• [Data supplied]
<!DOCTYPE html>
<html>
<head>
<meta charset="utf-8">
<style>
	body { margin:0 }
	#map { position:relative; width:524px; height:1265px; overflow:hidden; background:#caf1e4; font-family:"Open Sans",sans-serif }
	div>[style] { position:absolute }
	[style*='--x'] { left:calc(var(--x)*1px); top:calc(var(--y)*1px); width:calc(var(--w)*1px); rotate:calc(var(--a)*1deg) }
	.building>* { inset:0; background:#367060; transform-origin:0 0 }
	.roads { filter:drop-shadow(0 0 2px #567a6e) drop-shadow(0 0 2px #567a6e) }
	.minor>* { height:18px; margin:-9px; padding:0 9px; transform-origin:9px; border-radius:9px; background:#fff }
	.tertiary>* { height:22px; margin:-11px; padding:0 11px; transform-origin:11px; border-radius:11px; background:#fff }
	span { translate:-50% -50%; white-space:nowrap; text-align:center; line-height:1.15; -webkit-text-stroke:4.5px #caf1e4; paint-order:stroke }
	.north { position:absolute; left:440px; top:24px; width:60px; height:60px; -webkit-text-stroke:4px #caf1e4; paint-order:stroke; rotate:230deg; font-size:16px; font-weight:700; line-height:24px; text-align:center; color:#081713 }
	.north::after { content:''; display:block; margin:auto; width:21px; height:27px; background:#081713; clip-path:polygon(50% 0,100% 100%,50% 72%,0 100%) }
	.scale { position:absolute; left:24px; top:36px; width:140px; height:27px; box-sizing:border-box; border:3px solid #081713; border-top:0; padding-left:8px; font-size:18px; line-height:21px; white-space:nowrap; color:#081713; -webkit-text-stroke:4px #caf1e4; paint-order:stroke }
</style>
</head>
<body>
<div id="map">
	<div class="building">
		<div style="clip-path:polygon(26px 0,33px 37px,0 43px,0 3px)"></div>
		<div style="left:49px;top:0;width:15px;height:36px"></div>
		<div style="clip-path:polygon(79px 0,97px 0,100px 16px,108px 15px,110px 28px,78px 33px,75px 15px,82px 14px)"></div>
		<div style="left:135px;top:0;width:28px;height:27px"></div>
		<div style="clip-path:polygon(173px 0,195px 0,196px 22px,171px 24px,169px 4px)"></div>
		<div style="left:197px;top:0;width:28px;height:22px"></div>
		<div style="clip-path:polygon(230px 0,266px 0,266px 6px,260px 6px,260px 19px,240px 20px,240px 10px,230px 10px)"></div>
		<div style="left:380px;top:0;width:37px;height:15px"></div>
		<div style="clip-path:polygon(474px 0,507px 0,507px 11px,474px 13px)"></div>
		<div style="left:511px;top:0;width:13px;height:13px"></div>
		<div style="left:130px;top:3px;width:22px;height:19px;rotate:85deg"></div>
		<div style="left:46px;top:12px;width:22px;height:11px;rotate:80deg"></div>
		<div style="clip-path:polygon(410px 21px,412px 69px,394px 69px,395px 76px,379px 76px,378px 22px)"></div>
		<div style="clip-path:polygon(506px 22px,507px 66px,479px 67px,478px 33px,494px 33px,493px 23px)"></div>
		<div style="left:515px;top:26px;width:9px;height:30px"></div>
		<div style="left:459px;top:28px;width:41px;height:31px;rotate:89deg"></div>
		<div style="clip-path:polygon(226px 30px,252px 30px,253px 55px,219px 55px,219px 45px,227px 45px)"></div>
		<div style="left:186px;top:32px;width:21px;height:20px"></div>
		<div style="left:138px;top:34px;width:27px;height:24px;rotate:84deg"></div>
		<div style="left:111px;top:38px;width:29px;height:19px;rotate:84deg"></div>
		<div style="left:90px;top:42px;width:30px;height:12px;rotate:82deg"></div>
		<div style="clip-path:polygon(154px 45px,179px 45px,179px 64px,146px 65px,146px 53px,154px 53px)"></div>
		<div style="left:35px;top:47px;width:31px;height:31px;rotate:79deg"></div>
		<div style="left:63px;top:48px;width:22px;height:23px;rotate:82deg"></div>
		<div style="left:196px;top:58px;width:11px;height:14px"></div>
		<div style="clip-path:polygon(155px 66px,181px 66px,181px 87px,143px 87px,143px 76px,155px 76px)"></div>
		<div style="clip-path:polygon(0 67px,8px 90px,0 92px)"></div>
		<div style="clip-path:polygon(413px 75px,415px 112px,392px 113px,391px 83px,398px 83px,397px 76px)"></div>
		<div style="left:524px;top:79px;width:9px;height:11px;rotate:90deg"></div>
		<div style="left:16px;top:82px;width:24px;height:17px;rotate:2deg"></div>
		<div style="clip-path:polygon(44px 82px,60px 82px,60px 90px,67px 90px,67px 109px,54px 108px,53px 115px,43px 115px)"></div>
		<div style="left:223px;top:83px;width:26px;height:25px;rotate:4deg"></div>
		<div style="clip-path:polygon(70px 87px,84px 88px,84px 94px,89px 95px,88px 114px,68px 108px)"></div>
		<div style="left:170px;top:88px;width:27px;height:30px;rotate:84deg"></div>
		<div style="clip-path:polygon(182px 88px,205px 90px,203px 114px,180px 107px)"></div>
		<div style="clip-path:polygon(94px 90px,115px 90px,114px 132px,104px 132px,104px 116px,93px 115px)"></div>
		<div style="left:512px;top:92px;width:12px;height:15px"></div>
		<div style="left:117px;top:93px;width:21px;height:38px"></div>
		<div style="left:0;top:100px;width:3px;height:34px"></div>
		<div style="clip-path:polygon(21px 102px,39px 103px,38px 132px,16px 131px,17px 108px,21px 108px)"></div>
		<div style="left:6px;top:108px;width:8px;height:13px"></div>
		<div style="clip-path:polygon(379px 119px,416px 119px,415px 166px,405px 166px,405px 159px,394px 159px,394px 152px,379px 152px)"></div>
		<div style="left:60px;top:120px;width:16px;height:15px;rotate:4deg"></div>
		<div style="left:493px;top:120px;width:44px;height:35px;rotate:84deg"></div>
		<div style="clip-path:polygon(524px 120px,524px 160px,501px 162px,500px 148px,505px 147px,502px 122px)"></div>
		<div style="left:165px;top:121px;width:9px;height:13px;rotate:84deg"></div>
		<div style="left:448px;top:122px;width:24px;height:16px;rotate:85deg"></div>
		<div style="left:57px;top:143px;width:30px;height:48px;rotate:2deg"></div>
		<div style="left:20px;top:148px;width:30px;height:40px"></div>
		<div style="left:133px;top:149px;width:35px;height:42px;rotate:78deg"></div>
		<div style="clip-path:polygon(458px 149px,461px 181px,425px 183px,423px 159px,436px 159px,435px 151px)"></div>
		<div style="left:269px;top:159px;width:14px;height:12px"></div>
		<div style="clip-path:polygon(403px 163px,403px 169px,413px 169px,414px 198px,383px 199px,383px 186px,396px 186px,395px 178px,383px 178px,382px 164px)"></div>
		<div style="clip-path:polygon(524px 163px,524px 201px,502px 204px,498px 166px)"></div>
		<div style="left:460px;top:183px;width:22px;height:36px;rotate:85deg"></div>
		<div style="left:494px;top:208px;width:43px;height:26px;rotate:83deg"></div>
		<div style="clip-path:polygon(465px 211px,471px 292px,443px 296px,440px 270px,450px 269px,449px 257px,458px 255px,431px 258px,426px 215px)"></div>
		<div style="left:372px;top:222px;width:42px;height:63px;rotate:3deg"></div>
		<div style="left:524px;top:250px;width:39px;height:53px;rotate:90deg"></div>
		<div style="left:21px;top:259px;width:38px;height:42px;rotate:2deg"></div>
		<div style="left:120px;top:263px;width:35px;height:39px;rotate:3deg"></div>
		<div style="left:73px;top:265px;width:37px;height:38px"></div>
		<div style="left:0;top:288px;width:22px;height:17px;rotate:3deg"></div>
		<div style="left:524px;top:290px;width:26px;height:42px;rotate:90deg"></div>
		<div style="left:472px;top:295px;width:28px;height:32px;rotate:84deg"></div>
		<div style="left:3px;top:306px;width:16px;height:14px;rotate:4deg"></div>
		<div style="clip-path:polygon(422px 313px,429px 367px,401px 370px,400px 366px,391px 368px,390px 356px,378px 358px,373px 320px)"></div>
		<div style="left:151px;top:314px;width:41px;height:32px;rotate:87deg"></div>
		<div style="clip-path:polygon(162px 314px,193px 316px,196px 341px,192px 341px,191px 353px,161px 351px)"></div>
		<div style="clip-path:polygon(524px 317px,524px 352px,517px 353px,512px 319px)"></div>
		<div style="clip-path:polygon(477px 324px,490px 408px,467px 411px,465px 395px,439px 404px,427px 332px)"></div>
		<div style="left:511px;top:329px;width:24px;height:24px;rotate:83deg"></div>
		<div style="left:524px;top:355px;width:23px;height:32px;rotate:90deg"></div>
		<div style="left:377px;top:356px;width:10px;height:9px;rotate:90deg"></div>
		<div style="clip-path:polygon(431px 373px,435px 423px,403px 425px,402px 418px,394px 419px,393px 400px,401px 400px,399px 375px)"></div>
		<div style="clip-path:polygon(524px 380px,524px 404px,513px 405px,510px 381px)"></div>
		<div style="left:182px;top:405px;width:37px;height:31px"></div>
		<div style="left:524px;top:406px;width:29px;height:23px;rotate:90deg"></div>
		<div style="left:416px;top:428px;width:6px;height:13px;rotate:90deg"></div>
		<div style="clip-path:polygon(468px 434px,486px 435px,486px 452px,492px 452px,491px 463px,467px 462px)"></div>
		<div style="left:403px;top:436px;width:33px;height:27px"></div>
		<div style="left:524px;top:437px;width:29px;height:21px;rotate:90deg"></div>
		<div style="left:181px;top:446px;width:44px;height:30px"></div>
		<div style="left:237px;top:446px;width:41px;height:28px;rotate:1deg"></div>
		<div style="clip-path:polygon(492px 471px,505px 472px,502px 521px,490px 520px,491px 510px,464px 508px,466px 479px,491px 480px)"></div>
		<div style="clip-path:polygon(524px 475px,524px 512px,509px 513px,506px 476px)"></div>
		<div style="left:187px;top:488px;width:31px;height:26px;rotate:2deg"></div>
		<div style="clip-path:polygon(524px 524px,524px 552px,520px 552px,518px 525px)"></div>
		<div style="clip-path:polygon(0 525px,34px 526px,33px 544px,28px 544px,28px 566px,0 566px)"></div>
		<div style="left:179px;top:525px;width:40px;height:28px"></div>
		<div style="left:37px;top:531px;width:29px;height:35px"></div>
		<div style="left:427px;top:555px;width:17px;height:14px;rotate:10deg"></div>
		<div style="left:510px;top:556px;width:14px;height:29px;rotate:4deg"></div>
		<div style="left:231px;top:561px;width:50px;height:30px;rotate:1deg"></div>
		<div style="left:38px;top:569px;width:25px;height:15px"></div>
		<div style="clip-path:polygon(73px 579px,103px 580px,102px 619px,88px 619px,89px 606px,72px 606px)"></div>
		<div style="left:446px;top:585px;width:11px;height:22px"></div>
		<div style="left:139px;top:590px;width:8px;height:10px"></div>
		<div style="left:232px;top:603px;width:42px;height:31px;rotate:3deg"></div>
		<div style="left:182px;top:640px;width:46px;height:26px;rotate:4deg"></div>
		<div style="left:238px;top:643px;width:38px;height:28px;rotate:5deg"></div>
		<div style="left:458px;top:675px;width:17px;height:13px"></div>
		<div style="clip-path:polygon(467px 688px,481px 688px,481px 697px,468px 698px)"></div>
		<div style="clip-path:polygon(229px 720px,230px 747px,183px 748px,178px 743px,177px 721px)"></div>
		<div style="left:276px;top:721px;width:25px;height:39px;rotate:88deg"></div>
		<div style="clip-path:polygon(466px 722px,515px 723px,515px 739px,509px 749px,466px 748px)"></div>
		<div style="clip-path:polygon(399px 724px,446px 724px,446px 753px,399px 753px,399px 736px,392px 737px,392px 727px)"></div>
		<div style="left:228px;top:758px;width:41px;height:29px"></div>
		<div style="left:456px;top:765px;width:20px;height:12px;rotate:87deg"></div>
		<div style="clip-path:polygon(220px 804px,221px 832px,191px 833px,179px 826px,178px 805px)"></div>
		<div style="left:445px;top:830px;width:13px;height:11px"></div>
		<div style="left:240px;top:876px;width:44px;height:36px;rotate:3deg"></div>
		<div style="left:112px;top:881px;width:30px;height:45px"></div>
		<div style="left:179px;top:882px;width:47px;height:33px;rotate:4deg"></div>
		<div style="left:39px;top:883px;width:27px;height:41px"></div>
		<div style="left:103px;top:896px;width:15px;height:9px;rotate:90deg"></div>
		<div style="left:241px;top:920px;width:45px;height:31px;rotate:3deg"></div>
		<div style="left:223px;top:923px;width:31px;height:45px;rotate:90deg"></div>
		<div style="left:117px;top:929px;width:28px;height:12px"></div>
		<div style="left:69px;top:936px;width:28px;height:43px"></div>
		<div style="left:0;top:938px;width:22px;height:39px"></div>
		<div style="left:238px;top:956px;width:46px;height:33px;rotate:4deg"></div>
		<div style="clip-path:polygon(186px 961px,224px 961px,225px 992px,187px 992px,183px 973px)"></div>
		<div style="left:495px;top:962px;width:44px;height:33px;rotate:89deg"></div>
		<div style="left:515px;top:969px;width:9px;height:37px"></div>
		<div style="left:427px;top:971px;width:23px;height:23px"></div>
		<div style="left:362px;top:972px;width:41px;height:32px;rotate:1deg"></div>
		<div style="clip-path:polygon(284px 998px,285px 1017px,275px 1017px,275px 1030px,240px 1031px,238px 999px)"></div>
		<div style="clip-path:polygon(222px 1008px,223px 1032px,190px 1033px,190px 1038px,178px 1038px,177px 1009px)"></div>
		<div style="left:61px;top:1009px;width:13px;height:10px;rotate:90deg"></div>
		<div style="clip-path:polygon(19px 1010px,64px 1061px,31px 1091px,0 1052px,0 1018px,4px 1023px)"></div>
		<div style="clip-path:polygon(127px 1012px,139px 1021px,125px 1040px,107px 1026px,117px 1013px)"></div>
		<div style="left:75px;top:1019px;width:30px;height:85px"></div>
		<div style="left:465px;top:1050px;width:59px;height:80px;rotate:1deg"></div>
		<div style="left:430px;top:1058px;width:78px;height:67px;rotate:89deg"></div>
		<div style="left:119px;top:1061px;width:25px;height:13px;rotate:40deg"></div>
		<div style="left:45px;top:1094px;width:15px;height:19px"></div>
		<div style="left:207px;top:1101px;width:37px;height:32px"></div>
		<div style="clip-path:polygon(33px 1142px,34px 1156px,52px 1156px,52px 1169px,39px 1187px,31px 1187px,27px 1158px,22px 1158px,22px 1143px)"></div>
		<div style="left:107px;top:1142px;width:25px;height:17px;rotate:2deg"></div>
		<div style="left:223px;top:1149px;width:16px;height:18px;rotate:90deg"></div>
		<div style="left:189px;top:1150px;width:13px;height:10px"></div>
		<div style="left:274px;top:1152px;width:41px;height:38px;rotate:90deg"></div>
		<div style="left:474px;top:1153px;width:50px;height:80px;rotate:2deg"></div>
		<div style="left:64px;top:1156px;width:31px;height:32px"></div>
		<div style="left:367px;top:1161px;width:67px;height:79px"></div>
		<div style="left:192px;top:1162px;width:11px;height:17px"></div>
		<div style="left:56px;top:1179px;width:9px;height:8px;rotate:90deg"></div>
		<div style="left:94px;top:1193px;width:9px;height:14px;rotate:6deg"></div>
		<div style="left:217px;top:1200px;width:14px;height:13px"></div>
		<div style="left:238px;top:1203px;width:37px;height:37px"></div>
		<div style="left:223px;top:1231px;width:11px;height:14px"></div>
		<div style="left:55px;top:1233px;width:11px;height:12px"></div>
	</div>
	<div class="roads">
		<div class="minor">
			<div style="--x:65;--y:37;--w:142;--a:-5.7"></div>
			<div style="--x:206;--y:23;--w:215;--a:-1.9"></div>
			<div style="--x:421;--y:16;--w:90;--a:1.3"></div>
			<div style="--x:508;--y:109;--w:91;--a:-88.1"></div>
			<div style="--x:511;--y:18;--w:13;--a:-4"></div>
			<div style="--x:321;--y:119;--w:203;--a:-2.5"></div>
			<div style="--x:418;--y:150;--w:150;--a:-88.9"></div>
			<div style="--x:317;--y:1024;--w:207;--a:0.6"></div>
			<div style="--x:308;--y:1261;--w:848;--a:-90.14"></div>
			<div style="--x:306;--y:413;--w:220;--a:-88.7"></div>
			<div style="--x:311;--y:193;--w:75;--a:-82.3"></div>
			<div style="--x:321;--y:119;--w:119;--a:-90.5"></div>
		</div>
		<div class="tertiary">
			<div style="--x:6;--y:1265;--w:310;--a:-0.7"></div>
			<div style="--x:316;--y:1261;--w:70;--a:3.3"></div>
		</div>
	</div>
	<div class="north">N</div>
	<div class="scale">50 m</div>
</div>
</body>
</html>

• [Try it]
Only the lines above from the line containing "height:18px; margin:-9px; padding:0" through the line containing "translate:-50% -50%; white-space:nowrap;" should be retyped, exactly and with both ends included.

• [Task result]
	.minor>* { height:18px; margin:-9px; padding:0 9px; transform-origin:9px; border-radius:9px; background:#fff }
	.tertiary>* { height:22px; margin:-11px; padding:0 11px; transform-origin:11px; border-radius:11px; background:#fff }
	span { translate:-50% -50%; white-space:nowrap; text-align:center; line-height:1.15; -webkit-text-stroke:4.5px #caf1e4; paint-order:stroke }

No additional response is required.